_WHAT YOU NEED TO DO_: Return, unchanged and with no pictures, the lines below from the very first through the one that contains "0 #413e50) drop-shadow(-1px".

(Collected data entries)
*** Begin section ***

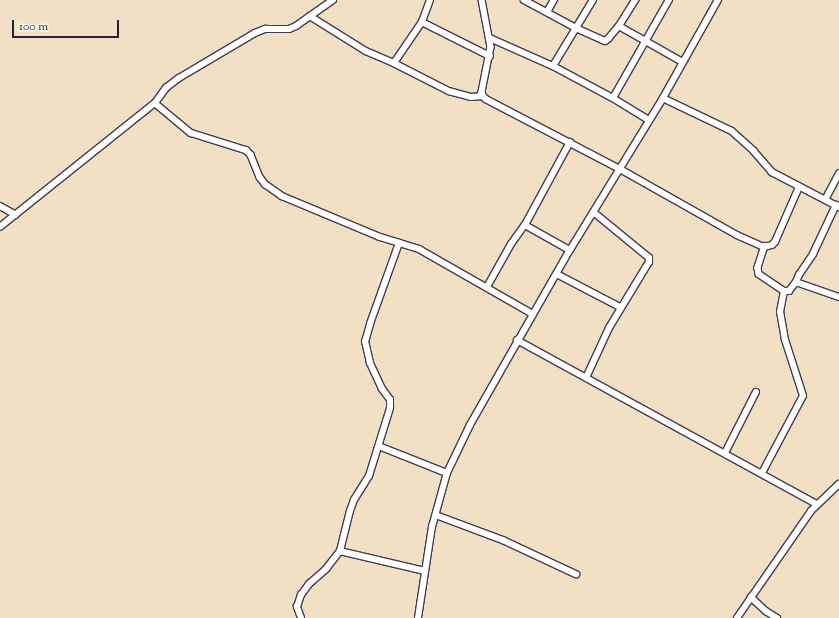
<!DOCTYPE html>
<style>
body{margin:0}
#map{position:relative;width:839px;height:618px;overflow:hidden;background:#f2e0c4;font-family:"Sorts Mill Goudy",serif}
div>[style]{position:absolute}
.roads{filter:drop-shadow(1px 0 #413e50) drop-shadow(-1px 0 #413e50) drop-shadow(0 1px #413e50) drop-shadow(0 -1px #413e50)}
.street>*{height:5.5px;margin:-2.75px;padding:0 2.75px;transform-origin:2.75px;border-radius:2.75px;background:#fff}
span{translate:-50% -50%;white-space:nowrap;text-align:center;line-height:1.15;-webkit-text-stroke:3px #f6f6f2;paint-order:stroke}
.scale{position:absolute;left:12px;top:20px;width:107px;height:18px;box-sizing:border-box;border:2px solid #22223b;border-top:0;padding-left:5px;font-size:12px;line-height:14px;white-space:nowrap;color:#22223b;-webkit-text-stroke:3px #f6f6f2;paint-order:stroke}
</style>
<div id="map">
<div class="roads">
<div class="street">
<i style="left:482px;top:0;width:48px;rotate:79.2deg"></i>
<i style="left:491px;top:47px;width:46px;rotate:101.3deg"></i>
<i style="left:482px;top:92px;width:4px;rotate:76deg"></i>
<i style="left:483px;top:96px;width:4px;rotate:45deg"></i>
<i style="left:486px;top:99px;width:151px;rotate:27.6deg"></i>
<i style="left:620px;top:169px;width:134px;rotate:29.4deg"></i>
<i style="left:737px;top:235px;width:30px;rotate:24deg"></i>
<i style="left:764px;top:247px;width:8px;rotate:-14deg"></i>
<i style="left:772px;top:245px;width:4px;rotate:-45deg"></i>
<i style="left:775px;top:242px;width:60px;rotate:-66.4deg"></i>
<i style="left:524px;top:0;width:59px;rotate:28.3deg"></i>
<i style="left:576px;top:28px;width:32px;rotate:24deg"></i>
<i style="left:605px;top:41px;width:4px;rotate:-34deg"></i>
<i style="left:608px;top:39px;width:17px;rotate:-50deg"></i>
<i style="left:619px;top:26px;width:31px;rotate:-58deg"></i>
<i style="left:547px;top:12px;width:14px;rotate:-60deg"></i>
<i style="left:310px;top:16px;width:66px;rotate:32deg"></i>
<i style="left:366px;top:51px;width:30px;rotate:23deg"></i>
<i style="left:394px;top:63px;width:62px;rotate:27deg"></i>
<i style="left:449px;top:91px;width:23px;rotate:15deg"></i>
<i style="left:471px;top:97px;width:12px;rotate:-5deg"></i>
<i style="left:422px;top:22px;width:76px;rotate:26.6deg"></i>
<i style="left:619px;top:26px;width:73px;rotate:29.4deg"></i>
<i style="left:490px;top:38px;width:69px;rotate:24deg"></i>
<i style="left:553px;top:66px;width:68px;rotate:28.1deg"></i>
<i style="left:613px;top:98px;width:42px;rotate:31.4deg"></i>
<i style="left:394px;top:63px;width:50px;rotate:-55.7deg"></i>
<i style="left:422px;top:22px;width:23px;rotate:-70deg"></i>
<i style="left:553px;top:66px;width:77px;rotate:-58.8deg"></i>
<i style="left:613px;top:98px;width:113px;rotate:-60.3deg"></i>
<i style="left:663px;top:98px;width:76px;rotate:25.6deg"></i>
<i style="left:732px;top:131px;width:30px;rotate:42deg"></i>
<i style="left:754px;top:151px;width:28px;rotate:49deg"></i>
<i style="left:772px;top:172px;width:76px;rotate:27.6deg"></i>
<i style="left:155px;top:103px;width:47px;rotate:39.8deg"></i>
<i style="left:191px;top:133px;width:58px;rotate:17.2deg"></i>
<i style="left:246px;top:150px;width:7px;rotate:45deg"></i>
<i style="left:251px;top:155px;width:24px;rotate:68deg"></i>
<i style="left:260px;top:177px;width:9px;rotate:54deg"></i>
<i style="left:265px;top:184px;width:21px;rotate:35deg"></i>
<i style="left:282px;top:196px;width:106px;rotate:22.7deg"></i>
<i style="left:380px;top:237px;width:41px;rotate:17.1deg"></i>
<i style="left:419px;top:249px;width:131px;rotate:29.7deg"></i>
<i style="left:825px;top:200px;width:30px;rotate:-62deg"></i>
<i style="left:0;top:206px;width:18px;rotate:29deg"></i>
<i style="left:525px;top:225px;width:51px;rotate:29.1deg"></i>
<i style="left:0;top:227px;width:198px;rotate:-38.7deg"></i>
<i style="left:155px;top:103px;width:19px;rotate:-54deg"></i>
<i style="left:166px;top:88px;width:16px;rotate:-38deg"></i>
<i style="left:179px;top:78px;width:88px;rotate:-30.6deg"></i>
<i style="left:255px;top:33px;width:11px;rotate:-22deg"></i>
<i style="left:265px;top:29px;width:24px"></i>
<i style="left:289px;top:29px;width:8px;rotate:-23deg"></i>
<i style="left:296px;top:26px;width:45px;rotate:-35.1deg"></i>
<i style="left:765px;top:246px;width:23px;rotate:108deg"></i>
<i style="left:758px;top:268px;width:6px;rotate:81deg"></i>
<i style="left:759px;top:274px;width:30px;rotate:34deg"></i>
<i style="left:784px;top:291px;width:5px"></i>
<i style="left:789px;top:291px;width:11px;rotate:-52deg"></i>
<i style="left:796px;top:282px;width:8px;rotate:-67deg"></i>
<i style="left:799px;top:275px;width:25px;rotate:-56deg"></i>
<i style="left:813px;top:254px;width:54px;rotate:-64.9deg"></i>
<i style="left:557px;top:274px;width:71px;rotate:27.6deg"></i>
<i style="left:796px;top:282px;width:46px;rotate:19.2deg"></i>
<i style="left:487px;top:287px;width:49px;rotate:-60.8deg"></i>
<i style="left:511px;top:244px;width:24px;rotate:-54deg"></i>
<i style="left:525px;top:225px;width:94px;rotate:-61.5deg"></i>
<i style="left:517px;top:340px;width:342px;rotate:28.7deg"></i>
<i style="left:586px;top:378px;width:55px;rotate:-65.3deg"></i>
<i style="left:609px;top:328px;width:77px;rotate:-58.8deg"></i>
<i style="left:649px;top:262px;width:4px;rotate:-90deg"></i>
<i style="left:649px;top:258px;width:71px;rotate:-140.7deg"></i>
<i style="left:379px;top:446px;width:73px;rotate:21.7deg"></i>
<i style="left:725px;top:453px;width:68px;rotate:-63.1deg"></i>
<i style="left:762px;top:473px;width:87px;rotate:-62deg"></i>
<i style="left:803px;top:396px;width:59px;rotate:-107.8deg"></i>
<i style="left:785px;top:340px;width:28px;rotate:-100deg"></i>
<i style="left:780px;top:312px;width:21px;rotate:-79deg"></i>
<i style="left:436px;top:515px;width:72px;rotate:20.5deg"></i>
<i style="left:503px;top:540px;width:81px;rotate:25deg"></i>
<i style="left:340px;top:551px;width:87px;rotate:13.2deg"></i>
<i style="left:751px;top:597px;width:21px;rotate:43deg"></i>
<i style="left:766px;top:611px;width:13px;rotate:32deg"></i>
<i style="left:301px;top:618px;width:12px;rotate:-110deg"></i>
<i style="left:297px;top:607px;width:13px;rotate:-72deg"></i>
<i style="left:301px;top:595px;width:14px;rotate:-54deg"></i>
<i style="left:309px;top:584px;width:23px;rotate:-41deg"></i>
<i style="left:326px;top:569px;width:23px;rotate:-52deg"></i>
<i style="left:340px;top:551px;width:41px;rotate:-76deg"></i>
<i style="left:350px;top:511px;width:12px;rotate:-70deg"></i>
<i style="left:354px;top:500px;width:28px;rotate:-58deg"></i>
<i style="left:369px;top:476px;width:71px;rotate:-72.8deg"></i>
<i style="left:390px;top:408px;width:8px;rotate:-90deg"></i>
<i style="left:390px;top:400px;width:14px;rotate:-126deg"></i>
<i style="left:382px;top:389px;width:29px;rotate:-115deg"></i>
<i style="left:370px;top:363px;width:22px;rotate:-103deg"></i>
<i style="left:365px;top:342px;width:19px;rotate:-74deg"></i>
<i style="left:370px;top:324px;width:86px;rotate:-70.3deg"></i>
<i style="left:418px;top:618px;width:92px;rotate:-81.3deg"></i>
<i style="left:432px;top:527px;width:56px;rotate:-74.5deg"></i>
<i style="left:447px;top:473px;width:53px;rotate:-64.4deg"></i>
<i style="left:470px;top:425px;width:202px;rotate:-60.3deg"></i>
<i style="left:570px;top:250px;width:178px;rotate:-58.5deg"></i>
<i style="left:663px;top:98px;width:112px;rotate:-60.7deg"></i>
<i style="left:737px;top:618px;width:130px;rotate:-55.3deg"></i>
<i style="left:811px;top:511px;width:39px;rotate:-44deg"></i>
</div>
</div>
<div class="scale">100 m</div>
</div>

*** End section ***

_TASK RESPONSE_:
<!DOCTYPE html>
<style>
body{margin:0}
#map{position:relative;width:839px;height:618px;overflow:hidden;background:#f2e0c4;font-family:"Sorts Mill Goudy",serif}
div>[style]{position:absolute}
.roads{filter:drop-shadow(1px 0 #413e50) drop-shadow(-1px 0 #413e50) drop-shadow(0 1px #413e50) drop-shadow(0 -1px #413e50)}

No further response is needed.